Viriginia Raggi. Photo: Filippo Monteforte/AFP

It is a record that is mixed in Parma (population: 200,000) and Livorno (160,000), both of which have had mayors elected on an M5S slate since the last set of local polls in 2014.

"The impression is that the actions of these mayors have led to disappointment. They raised hopes so highly that they were impossible to be fulfill and inevitably a certain disillusionment set in afterwards," said
Lorenzo De Sio, a professor of political sociology at the Luiss university in Rome.

Founded by comedian Beppe Grillo, Five Star has established itself as the primary opposition force in Italian politics against a backdrop of deep divisions on the right between centrist allies of fading figurehead Silvio Berlusconi and a far right tendency led by the Northern League.

Grillo's movement insists it belongs to neither left nor right, basing its appeal instead on a call for voters to throw out an established political class it depicts as chronically corrupt and incapable of change.

Legal headaches

That is why the problems encountered by mayors, Federico Pizzarotti, in Parma, and Filippo Nogarin, in Livorno, have presented M5S with a knotty presentational problem and highlighted the scale of the challenge involved in trying to be a "party unlike the others".

"The movement has a major problem, it does not have a stock of experienced people and the two mayors had problems finding officials to appoint to different sections of their respective administrations," said De Sio.

M5S activists have split over the different treatment the two mayors have received from the party in reaction to relatively minor legal woes they have encountered.

Nogarin is seen as having been let off lightly after prosecutors began looking at the recruitment of new staff at the city's near-bankrupt refuse collection company.

Pizzarotti, who is more critical of the leadership, has been suspended from the party pending the outcome of a probe into his decision not to follow an advisory committee's recommendation over the appointment of a new director of the local opera.

In Parma, M5S displaced the centre-right, which had governed the city for most of the previous 20 years, while in Livorno, a gritty port that was the birthplace of the Italian Communist Party, the left had been in control continuously since the end of World War II.

"We inherited a disastrous situation due to 20 years of awful administration of the town and we started by making a study of the extent of the damage," Nogarin said in an interview with AFP in Livorno's town hall.

High stakes in Rome

"So, for example, companies in which the town is the main or only shareholder had accumulated debts of more than €200 million."

Prime Minister Matteo Renzi's Democratic Party (PD) accepts some of the blame for the situation but insists M5S has made things worse.

"That the PD lost the town was partly its own fault - after so many years in power its appeal had waned," admitted Andrea Romano, a PD parliamentary deputy for the city.

But he adds: "M5S represents a cocktail of administrative incompetence and populist propaganda. They took over a town that had been hit hard by the economic crisis and its debt but all they have done is make things worse and given us the highest taxes in Tuscany."

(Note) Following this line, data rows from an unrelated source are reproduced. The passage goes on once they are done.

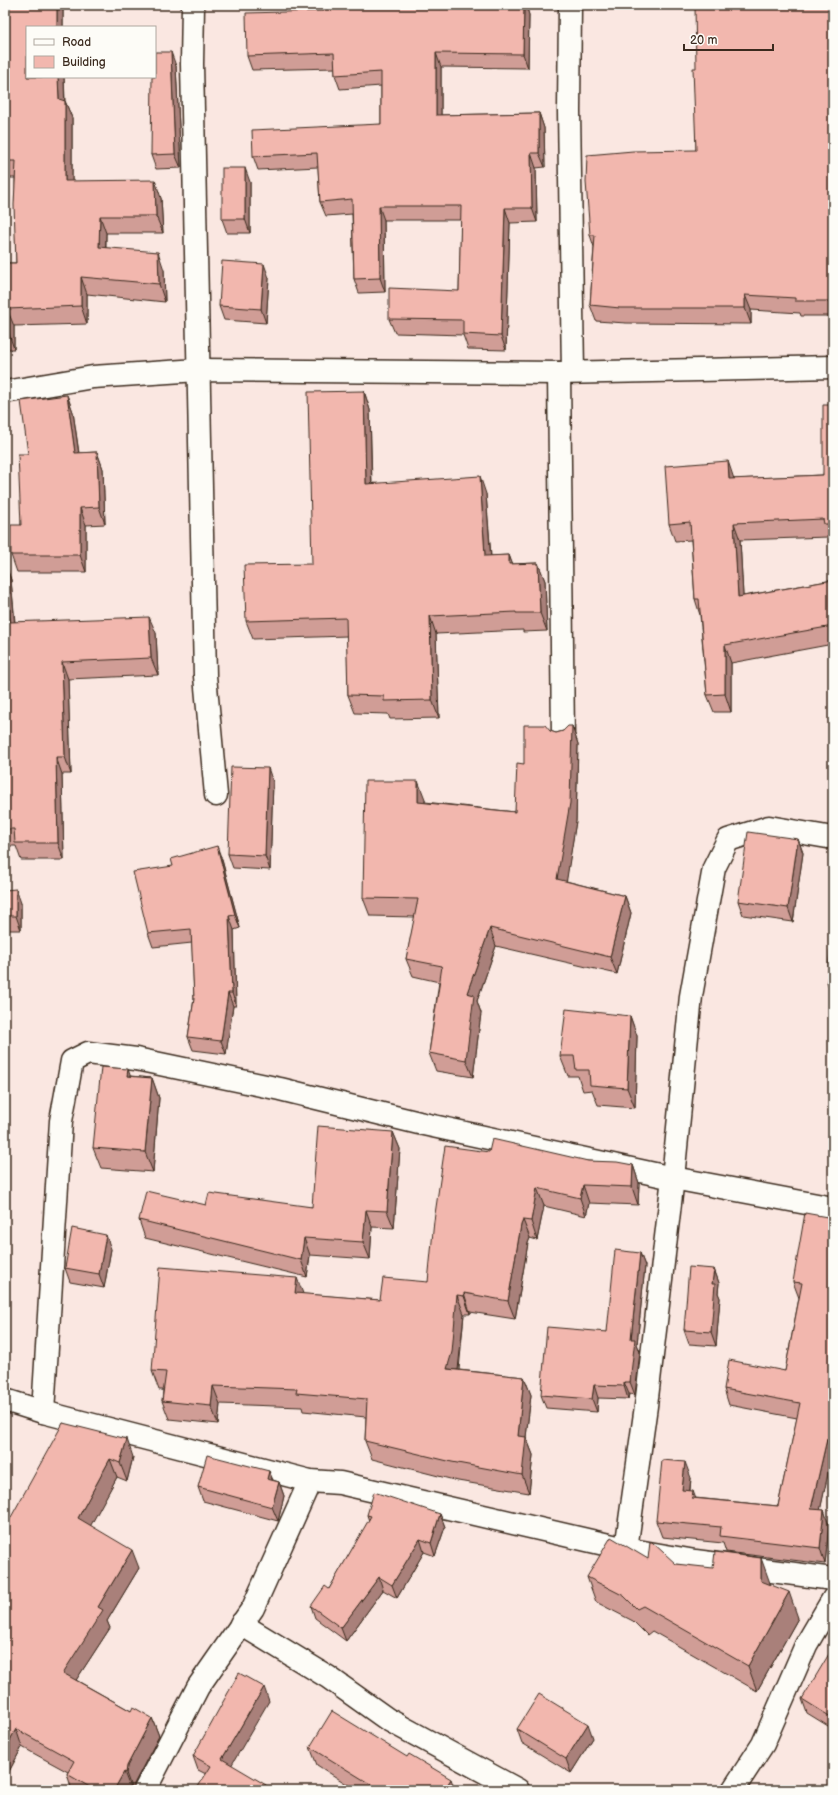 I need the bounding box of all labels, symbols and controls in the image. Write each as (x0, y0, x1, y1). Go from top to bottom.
legend (26, 26, 156, 78)
scale bar (684, 26, 773, 52)
text: 20 m (690, 33, 717, 48)
text: Road (62, 35, 91, 50)
text: Building (62, 55, 106, 70)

On the streets, opinions are mixed. "The new mayor has not made anything better for me," said 78-year-old pensioner Giancarlo. "Livorno is half-dead, there is nothing left here. It is worse than before."

But Luciano Marchioni, 57, says M5S has done okay. "In my opinion, the situation has clearly improved. The only thing I'd say is that I had expected something more radical, more investments in the town."

In Rome, all the signs are that voters are set to elect Raggi as their first female mayor. But the stakes will be much higher, the price of failure far greater.